I'm trying to optimize a redmine database before it gets too much of a pain; the Changes (basically a log of all the SVN Changes) is at 137000 rows (ish) and the table is set to the b asic default settings. No key packing etc.

The table is as follows

ID int[11] Auto Inc (PK)
changeset_id int[11]
action varchar[1]
path varchar[255]
from_path varchar[255]
from_revision varchar[255]
revision varchar[255]
branch  varchar[255]

Indices: Primary (ID),
              changeset_id set to INDEX BTREE

All on latin1 charset based on a bit of info from http://forge.mysql.com/wiki/Top10SQLPerformanceTips

The Table Engine is InnoDB Pack Keys is set to Default (only packs char varchar)

All the other options are turned off.

Whats the best way to optimize this? (Bar Truncate ;o) )

+2  A: 

It depends entirely on your read and write characteristics, i.e., the queries you're making, and how often you're writing to it.

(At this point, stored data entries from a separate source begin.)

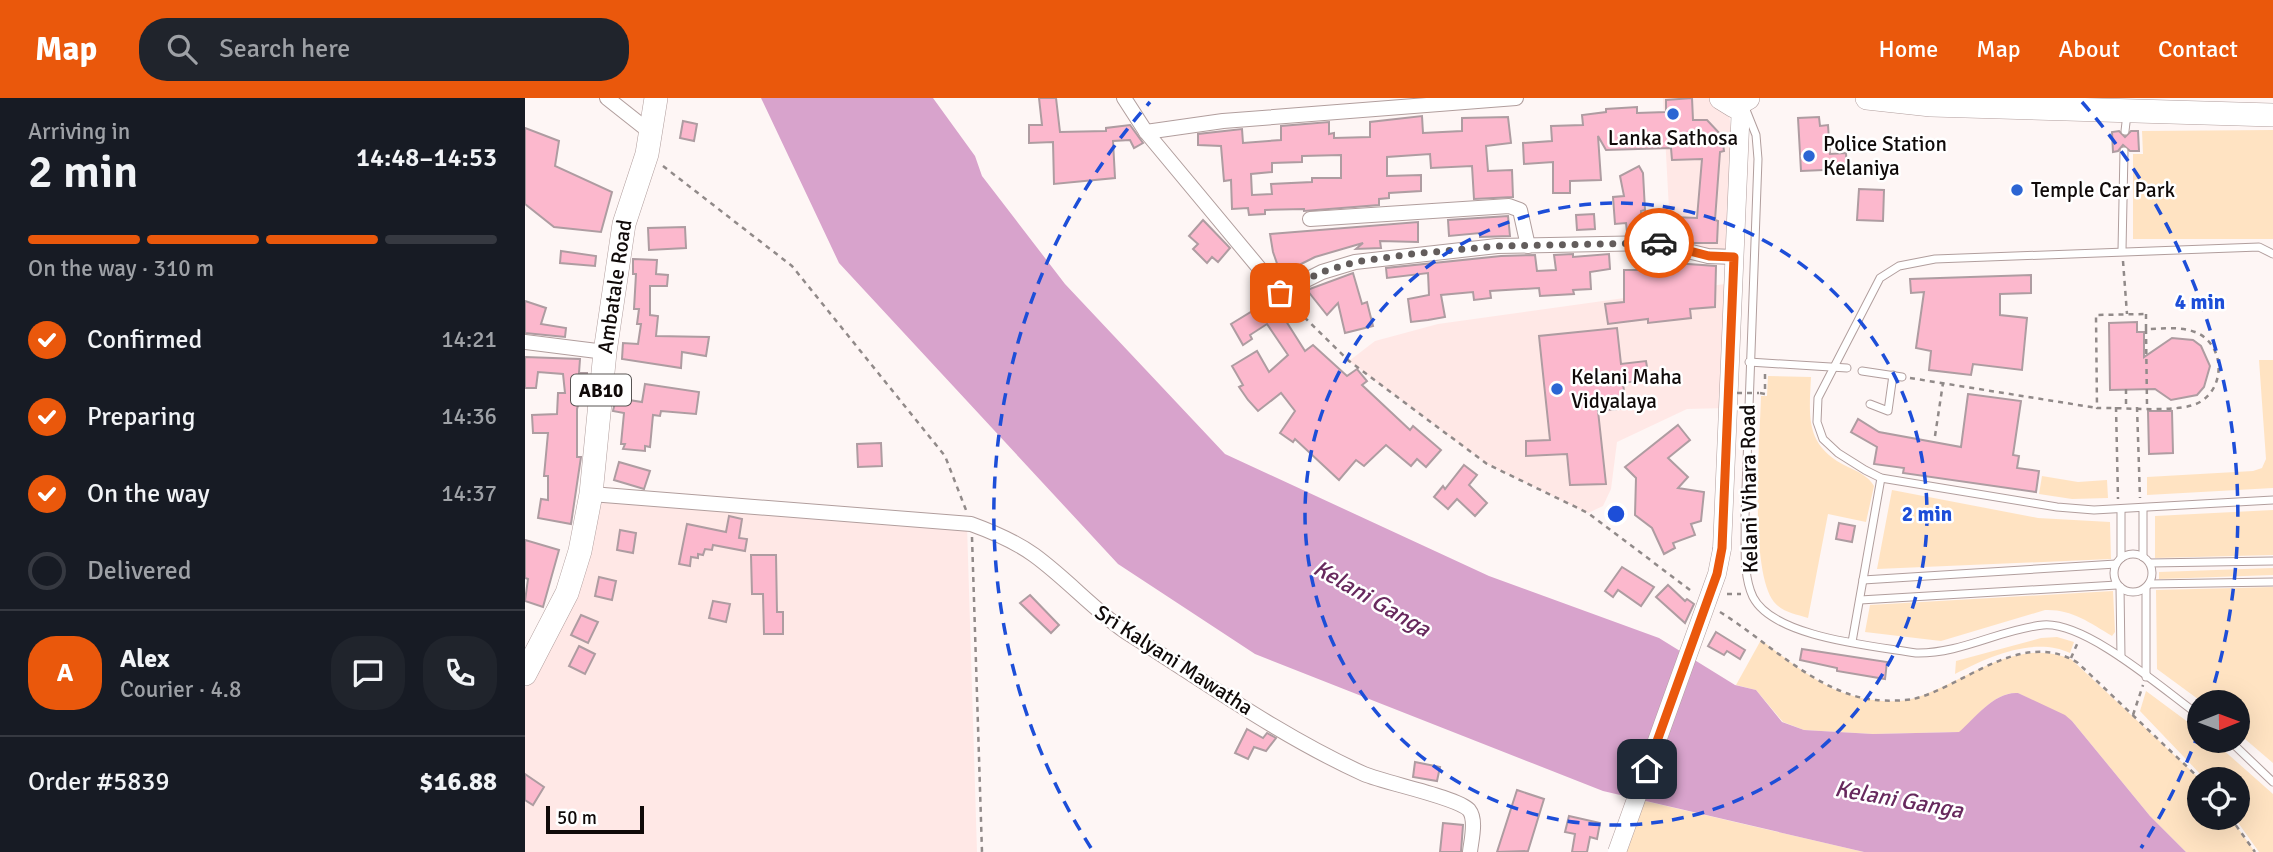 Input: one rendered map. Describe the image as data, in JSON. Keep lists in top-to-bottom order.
{
  "streets": {
    "main road": ["Ambatale Road", "AB10"],
    "street": ["Sri Kalyani Mawatha"],
    "lane": ["Kelani Vihara Road"]
  },
  "crossings": [
    ["Ambatale Road", "Sri Kalyani Mawatha"]
  ],
  "water": ["Kelani Ganga"],
  "places": [
    "Lanka Sathosa",
    "Police Station Kelaniya",
    "Temple Car Park",
    "Kelani Maha Vidyalaya"
  ],
  "scale_bar": "50 m",
  "north": "right",
  "page": {
    "header": "Map",
    "search": "Search here",
    "nav": [
      "Home",
      "Map",
      "About",
      "Contact"
    ],
    "heading": ["2 min", "Arriving in", "14:48–14:53"],
    "panel": [
      "Alex",
      "Courier · 4.8",
      "Order #5839",
      "$16.88"
    ],
    "bar": "On the way · 310 m",
    "list": [
      ["Confirmed", "14:21"],
      ["Preparing", "14:36"],
      ["On the way", "14:37"],
      "Delivered"
    ],
    "round": "A",
    "scale": "50 m"
  },
  "rings": ["4 min", "2 min"]
}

The way to optimize for writing is to minimize the number of indexes. Ideally, you use what in MS SQL server would be the "clustered index" with a monotonically incrementing key, ensuring that you write new records to the end of the table, and you write no other separate index. Better yet, even, is to skip the DBMS and write to a plain old log file of some sort, if you don't need any transactional capability.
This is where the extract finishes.